Removes all unused images.

docker rmi $(docker images -q)

Removes all images.

docker volume prune

Removes unused volumes.

docker volume rm $(docker volume ls -q)

Removes all volumes.

docker network prune

Removes unused networks.

docker system prune

Removes everything not in use. Add "-a" to also remove unused images, not just dangling (images not tagged and not referenced by any container). Add "--volumes" to clean up volumes as well.

docker system df

This shows space used by containers, images, volumes, build cache and what's reclaimable.

Docker Hub & registries

docker pull nginx

When you run a command like this Docker looks for the image "nginx" on Docker Hub by default. Docker Hub is the default public registry which has thousands of official images (e.g., postgres, node, ubuntu), user and organization accounts, public & private repositories, automated builds (connected to GitHub/GitLab) and a web UI for browsing images and tags.

// Tag the image
docker tag myapp myusername/myapp:latest

// Log in
docker login

// Push the image
docker push myusername/myapp:latest

This is the common procedure to push to a registry.

docker pull myusername/myapp:latest

// From a specific registry
docker pull ghcr.io/myorg/myapp:1.0.0

Pulls from a registry.

services:
web:
  image: nginx:latest

This pulls from Docker Hub (unless otherwise specified) in Docker Compose.

docker run -d -p 5000:5000 --name registry registry:2

Hosts a private registry.

docker tag myapp localhost:5000/myapp
docker push localhost:5000/myapp

Pushes to a private registry.

Troubleshooting

docker logs <container_name>

Shows logs from a container. Add "-f" to follow logs live. It's great for checking startup issues or errors in services.

docker inspect <container_name>

Outputs JSON with useful informatipn about a container: mounts, IPs, environment, restart policy, etc.

docker exec -it <container_name> bash

Provides access to a running container's shell. Use "sh" if "bash" isn't available.
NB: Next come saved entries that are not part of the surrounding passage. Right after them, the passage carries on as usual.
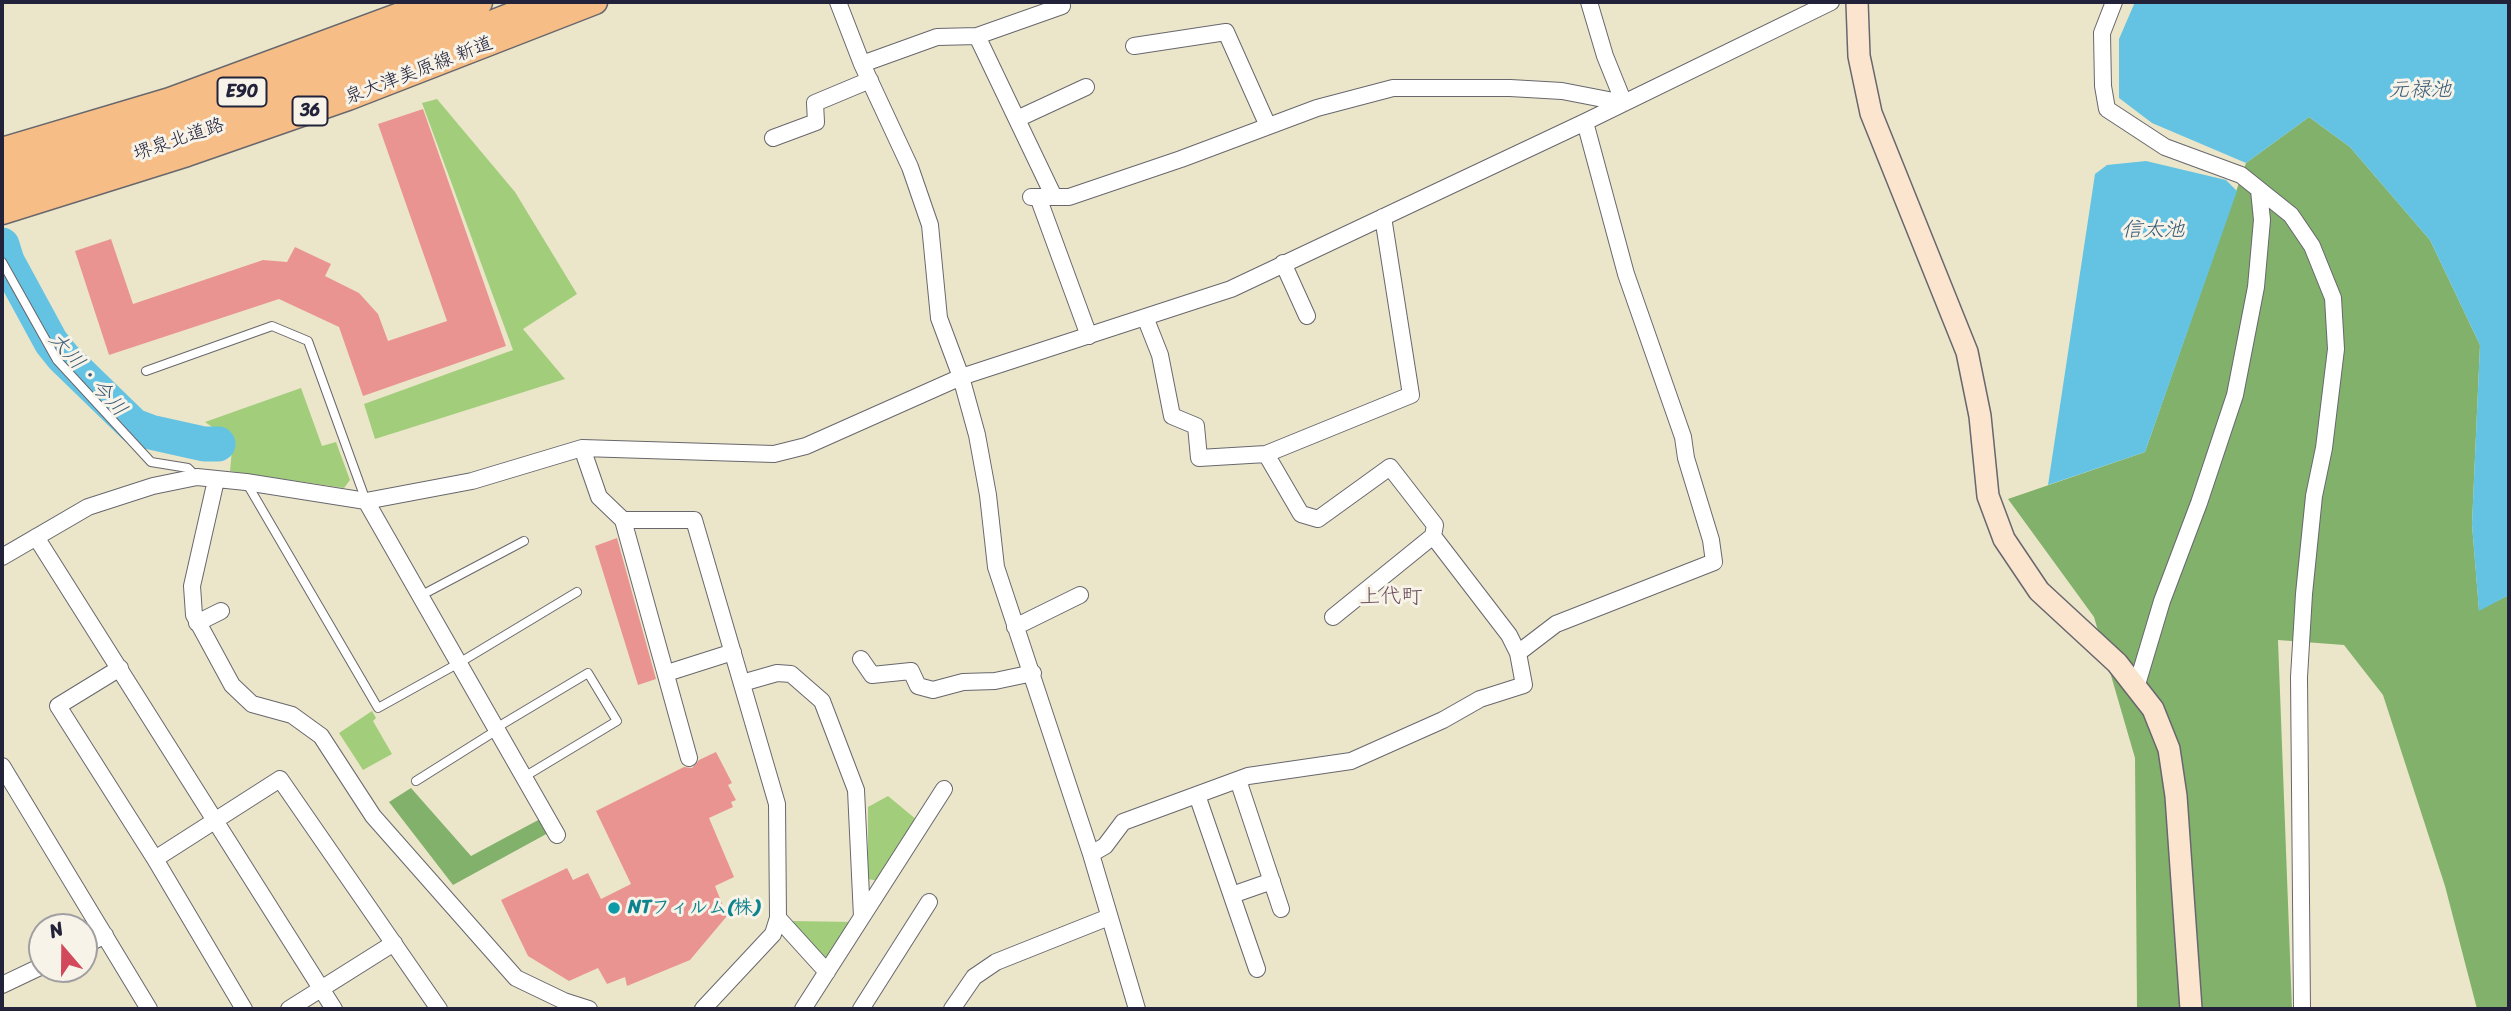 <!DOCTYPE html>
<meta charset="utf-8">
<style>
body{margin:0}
#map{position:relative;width:2511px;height:1011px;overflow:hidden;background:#ebe6ca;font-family:Sriracha,sans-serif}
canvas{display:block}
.frame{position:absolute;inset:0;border:4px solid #22223b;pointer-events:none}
.north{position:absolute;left:28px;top:913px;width:70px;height:70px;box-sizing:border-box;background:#f7f3e8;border:2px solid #a29fa3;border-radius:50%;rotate:340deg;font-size:19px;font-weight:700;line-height:28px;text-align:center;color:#22223b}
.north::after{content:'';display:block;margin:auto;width:24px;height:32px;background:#d1495b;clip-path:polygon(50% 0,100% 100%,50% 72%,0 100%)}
</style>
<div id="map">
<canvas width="2511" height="1011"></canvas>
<div class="frame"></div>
<div class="north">N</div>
</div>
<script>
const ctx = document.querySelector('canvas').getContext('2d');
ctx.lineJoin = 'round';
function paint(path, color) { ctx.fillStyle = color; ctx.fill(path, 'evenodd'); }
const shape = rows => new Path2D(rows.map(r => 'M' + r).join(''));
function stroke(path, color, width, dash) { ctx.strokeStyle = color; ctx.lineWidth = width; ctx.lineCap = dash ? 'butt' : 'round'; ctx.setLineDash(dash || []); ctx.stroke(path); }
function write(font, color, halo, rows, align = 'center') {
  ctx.font = font + ' Sriracha,"Klee One",sans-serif'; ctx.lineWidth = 6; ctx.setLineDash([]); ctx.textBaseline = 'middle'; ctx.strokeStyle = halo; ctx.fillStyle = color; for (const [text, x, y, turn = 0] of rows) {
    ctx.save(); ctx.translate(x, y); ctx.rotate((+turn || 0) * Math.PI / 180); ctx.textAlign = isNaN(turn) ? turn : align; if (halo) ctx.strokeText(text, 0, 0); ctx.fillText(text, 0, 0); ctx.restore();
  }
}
const green = shape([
 [437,99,515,192,577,294,523,329,565,379,375,439,364,404,513,350,422,103],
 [301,388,322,446,336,442,350,480,344,488,230,471,232,449,227,437,205,422],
 [372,711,376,718,373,721,392,754,363,770,339,733],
 [888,796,917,820,879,881,868,879,868,807],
 [791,921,856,922,826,965]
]);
const forest = shape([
 [2309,117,2350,147,2430,240,2480,345,2472,524,2479,610,2509,595,2509,1009,2477,1009,2445,886,2383,695,2344,645,2278,640,2292,1009,2137,1009,2135,758,2094,617,2008,499,2145,452,2246,163],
 [411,788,471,856,542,818,550,832,453,885,389,802]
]);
const water = shape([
 [2135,2,2509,2,2509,595,2479,611,2472,524,2480,345,2430,240,2350,147,2309,117,2246,163,2152,123,2119,98,2119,39],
 [2146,161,2226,180,2237,191,2145,452,2048,485,2095,174,2107,165]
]);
const river = shape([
 [2,245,7,261,51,342,63,357,134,426,150,432,204,444,218,444]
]);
const building = shape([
 [423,109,506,346,363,396,339,327,279,299,109,355,75,251,111,239,133,304,263,260,287,262,295,247,331,264,325,276,359,293,378,314,388,341,447,321,378,124],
 [617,538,656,679,638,685,595,546],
 [716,752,732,783,728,785,736,800,731,802,733,807,709,818,734,877,715,886,727,916,690,960,627,986,625,977,607,984,598,968,569,981,528,956,501,900,567,868,573,880,588,873,601,899,631,884,596,811,684,767,692,768,699,760]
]);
const lane = shape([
 [2,262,57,360,151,462,188,468,197,477],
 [146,371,272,326,308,341,366,501],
 [246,482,378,708,459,663,577,592],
 [420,596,524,541],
 [496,728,588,673,617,721,524,777],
 [416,781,497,730]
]);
const street = shape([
 [838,2,862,64,910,167,930,225,939,318,961,377,977,435,988,495,996,567,1091,854,1137,1009],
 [1589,2,1605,56,1624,103],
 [2114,2,2102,33,2103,86,2107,109,2165,147,2241,175,2291,215,2312,246,2333,298,2336,349,2324,448,2314,496,2304,594,2299,677,2302,1009],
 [977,36,1054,197],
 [1134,46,1226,32,1268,126],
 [862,64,937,37,977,36,1062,6,1061,2],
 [1017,119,1086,87],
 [773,138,816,122,815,103,870,80],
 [1031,197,1069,197,1181,159,1317,108,1393,88,1510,88,1562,91,1624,103],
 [1038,197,1089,336],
 [1283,263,1307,316],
 [1145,317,1160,355,1172,416,1196,426,1199,458,1266,454,1301,514,1318,519,1390,467,1435,525,1433,536,1333,617],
 [582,448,599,497,623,520,694,520,777,804,778,918,773,934,703,1009],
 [1266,454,1411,395,1383,217],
 [216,480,192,586,194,615,232,685,252,704,292,715,321,736,373,816,516,978,564,1001,589,1009],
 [366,501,557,835],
 [623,520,689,758],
 [36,537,334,1009],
 [2,557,88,507,153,486,197,477,246,482,366,501,472,481,582,448,774,454,806,446,961,377,1231,289,1585,122,1831,2],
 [197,623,221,611],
 [1015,627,1080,595],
 [1518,653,1556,624,1714,562,1711,540,1686,458,1683,437,1626,274,1585,122],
 [861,659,872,675,911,671,918,686,933,690,963,682,995,681,1033,673],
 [120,668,58,706,155,859,244,1009],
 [667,673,733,652],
 [742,683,777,673,791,674,822,701,856,790,862,917],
 [2136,688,2162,601,2199,503,2235,395,2256,287,2262,220,2259,190],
 [2,766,149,1009],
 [1238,780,1281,909],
 [1197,795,1257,969],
 [1091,854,1105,846,1123,822,1248,776,1351,761,1443,720,1480,699,1524,685,1518,653,1509,635,1433,536],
 [155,859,280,779,439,1009],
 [1232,895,1272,881],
 [778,918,827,972],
 [84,946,105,935],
 [2,985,42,966],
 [289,1009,394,943],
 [803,1009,944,789],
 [861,1009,929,902],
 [952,1009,974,977,996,962,1109,917]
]);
const secondary = shape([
 [1857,2,1859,56,1871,113,1967,352,1980,416,1988,496,2004,539,2039,591,2117,663,2153,709,2169,749,2176,796,2191,1009]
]);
const primary = shape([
 [2,150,170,100,435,2],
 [2,212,187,154,348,98,595,2]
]);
const highway = shape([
 [2,169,111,136,241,93,478,2],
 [2,195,121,160,250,117,375,71,550,2]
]);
const markers = [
 [614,908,7,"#0f9aa8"]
];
const shields = [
 [242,92,49],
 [310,111,35]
];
const shieldNames = [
 ["E90",242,92],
 ["36",310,111]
];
const streetNames = [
 ["泉大津美原線 新道",419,71,-21],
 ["堺泉北道路",179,140,-19]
];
const cultureNames = [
 ["NTフィルム(株)",628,908]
];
const waterNames = [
 ["元禄池",2420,91],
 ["信太池",2153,231],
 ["大川・今川",87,375,48]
];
const neighbourhoodNames = [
 ["上代町",1391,598]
];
paint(green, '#a2ce7b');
paint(forest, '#81b16b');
paint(water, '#64c3e2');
stroke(river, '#64c3e2', 35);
paint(building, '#ea9492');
stroke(lane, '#68676d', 10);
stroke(street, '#68676d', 18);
stroke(secondary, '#68676d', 24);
stroke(primary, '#68676d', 27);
stroke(highway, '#68676d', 31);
stroke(lane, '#fff', 8);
stroke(street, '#fff', 16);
stroke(secondary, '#fbe5cf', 21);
stroke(primary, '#f6be86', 24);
stroke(highway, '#f6be86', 28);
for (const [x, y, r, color] of markers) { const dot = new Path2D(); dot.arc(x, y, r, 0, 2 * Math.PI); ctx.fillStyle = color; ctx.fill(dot); stroke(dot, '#f7f3e8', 2.5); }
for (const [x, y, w] of shields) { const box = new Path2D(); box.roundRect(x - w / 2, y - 14.5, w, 29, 5); ctx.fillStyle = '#f7f3e8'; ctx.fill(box); stroke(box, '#22223b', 2); }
write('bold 18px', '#22223b', null, shieldNames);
write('19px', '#22223b', '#f7f3e8', streetNames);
write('bold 19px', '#0d838f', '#f7f3e8', cultureNames, 'left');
write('italic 21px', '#395a75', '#f7f3e8', waterNames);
write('21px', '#684a59', '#f7f3e8', neighbourhoodNames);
</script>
docker build --progress=plain .

Builds with verbose output.

docker history <image_name>

Shows intermediate image layers.

docker run -it <image_name> /bin/sh

Provides interactive mode for testing.

docker inspect <container_name> | grep IPAddress

Shows the IP address of the container.

docker exec -it <container_name> ping google.com

Tests the DNS of the network.

docker network ls

Shows Docker networks.

docker network inspect <network_name>

Shows detailed information of a network.

docker inspect <container_name>

Shows attached volumes.

docker exec -it <container_name> ls /mounted/path

Shows if files are missing inside a container.

docker build --no-cache -t myapp .

Rebuilds an image without using a cache layer.

docker inspect --format='{{.State.ExitCode}}' <container_name>

Shows last exit code of a container.